San Lucas nos ofrece hoy una interesante perspectiva: al mismo tiempo que concluye su evangelio con la Ascensión, abre una nueva narración en el libro de “Los Hechos de los Apóstoles”, con este mismo acontecimiento. La Ascensión es meta y comienzo. En el primer relato encontramos la meta de todos los verbos de movimiento que San Lucas utiliza para señalar hacia dónde se dirige Jesús. La Ascensión es la conclusión triunfal de la vida terrena de Jesús y la culminación de su itinerario; y es, al mismo tiempo, el comienzo del “tiempo de la Iglesia”, inaugurado con el Espíritu Santo, prometido por Jesús. Dos presencias de Jesús en la búsqueda del Reino: una presencia física y otra presencia mística, real, en sus discípulos. Al recibir el Espíritu la comunidad de los creyentes asume en sí misma la misión de continuar el trabajo inaugurado por Jesús, de manifestar el Reino del Padre. Labor que comienza dando sentido a la vida de la humanidad pues deben predicar “a todas las naciones la necesidad de volverse a Dios para el perdón de los pecados”. Es darle una brújula al caminante: dirigirse hacia Dios; además también una fuente de energía: el Espíritu Santo, “la fuerza de lo alto”, y todo a partir de su realidad terrena de pecado y miseria.

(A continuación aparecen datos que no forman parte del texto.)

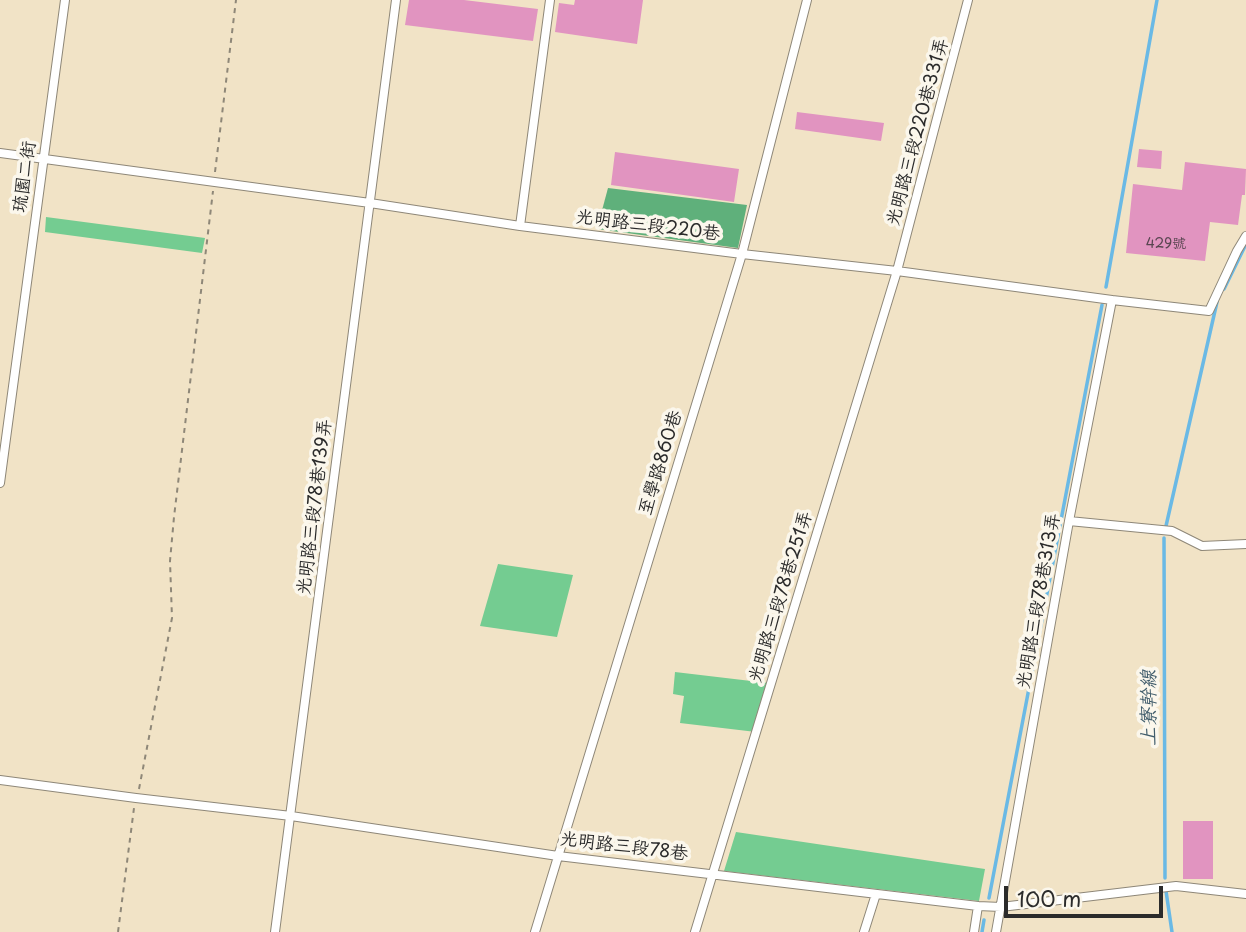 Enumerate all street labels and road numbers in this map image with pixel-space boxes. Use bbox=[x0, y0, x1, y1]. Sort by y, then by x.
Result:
street label: 光明路三段220巷331弄 bbox=[883, 36, 953, 228]
street label: 琉園二街 bbox=[9, 140, 41, 214]
street label: 光明路三段220巷 bbox=[575, 206, 721, 246]
street label: 至學路860巷 bbox=[635, 408, 687, 518]
street label: 光明路三段78巷139弄 bbox=[293, 418, 337, 596]
street label: 光明路三段78巷251弄 bbox=[745, 508, 817, 686]
street label: 光明路三段78巷313弄 bbox=[1013, 511, 1065, 691]
street label: 光明路三段78巷 bbox=[559, 828, 689, 866] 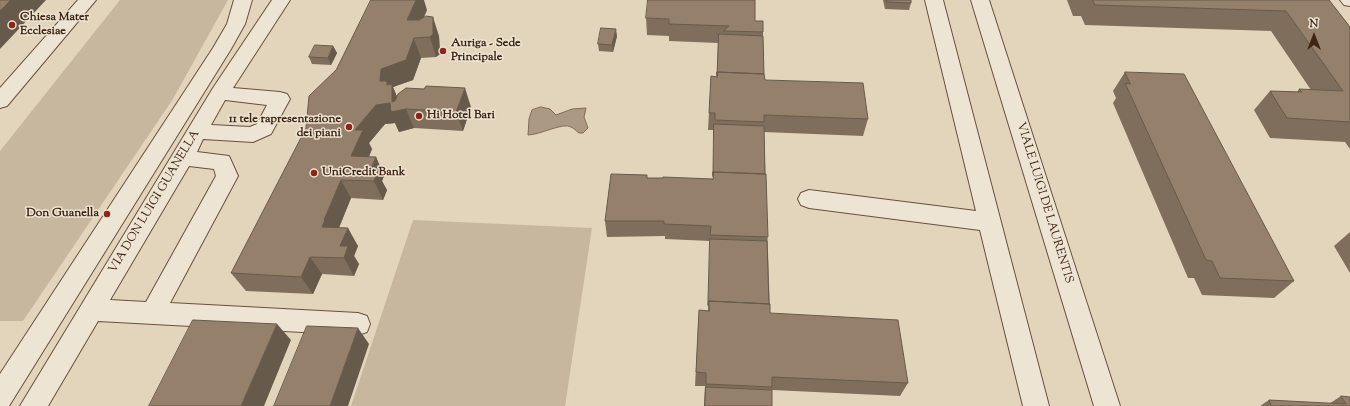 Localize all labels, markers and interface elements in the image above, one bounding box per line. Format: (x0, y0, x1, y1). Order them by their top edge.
place label: Chiesa Mater Ecclesiae (20, 11, 89, 39)
north arrow (1294, 16, 1334, 56)
text: N (1310, 16, 1318, 32)
marker: Chiesa Mater Ecclesiae (7, 20, 17, 30)
place label: Auriga - Sede Principale (451, 37, 521, 65)
marker: Auriga - Sede Principale (438, 46, 448, 56)
place label: Hi Hotel Bari (427, 109, 495, 123)
marker: Hi Hotel Bari (414, 111, 424, 121)
place label: 11 tele rapresentazione dei piani (229, 113, 341, 141)
street label: VIALE LUIGI DE LAURENTIS (1013, 121, 1075, 285)
marker: 11 tele rapresentazione dei piani (344, 122, 354, 132)
street label: VIA DON LUIGI GUANELLA (107, 128, 203, 276)
place label: UniCredit Bank (322, 166, 405, 180)
marker: UniCredit Bank (309, 168, 319, 178)
place label: Don Guanella (26, 207, 99, 221)
marker: Don Guanella (102, 209, 112, 219) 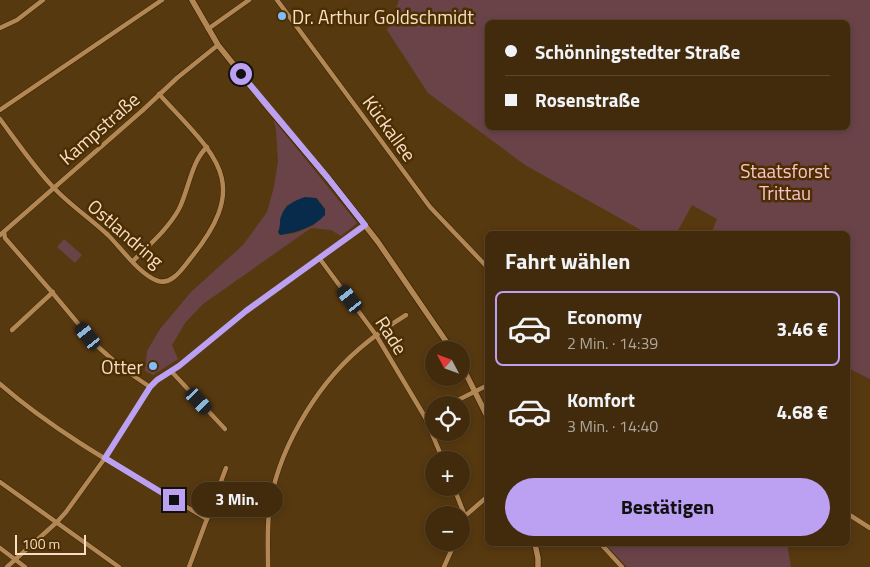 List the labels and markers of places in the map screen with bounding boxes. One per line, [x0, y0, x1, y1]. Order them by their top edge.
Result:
place label: Dr. Arthur Goldschmidt [292, 2, 474, 31]
marker: Dr. Arthur Goldschmidt [276, 10, 288, 22]
place label: Otter [101, 352, 143, 381]
marker: Otter [147, 360, 159, 372]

Quien no tiene referencias ni puntos de apoyo, se pierde y queda suspendido en el vacío. Hay a quien el cielo y el Reino de Dios no le dicen nada;  solamente piensa en el dinero, el placer, el poder, la diversión, gozar y derrochar la vida. Sus ambiciones y sus metas no pasan de lo terreno y tangible. Otros por el contrario desconocen la realidad humana, se olvidan del dolor y sufrimiento de los hombres y presentan el cielo como única realidad. Así aparecen las religiones y tendencias individualistas que ofrecen como si fuera lotería y cuestión de suerte (y ¡dinero!) el alcanzar la salvación. Ellos se quedan suspendidos, amorfos y sin compromiso, frente a la humanidad que lucha y se esfuerza en conquistar la justicia, la fraternidad y la equidad. Pero hoy Cristo nos ofrece una tercera opción: nos propone que impulsados por la auténtica esperanza construyamos el cielo desde aquí, en la tierra, mediante el amor, el trabajo y el servicio a los hermanos. No quiere Jesús discípulos “parados mirando al cielo”, no acepta indiferentes ante las angustias de los hombres, no puede haber discípulos apáticos que se desinteresen por los dolores humanos. Tampoco son seguidores de Jesús quienes se limitan a sus placeres y a una cultura de hedonismo y consumo. Así el hombre pierde su sentido. La propuesta de Jesús está expresada en el kerigma que ofrece a los discípulos: a través del dolor y la muerte llegar a la resurrección. Partir desde el suelo para llegar al cielo. Seguir el camino de quien se ha encarnado y ha compartido con los hombres para llevarlos a una vida divina, que se tiene que hacer realidad desde ahora. La tierra es el único camino que conocemos para ir al cielo y así nos lo ha mostrado Jesús. Tendremos, pues, que ser constructores de esperanza y forjadores de sueños que se encarnen en nuestra realidad concreta.

En esta fiesta de la Ascensión tendremos que responder a muchas preguntas e inquietudes que pueden ayudarnos a buscar caminos de encuentro y compromiso: ¿Cómo asumo mi identidad de discípulo de Jesús que debe dar testimonio de un Reino posible que se construye desde aquí en la tierra? ¿Conozco y acepto el camino de entrega que Jesús nos enseñó? ¿Soy portador de buenas noticias y anuncio esperanza a quienes sufren y padecen? ¿En qué se nota que soy discípulo de Jesús?

Padre Bueno, hoy nos llena de júbilo la glorificación de Cristo Jesús. Descúbrenos que más allá de nuestros límites egoístas hay un Cielo posible, ilumina los ojos de nuestro corazón para que comprendamos cuál es la esperanza a la que nos llamas. Fortalece nuestros pasos, hazlos firmes para que cumplamos la tarea de construir un mundo conforme a tu corazón y de anunciar a todos la Buena Nueva de tu amor y de tu salvación. Amén.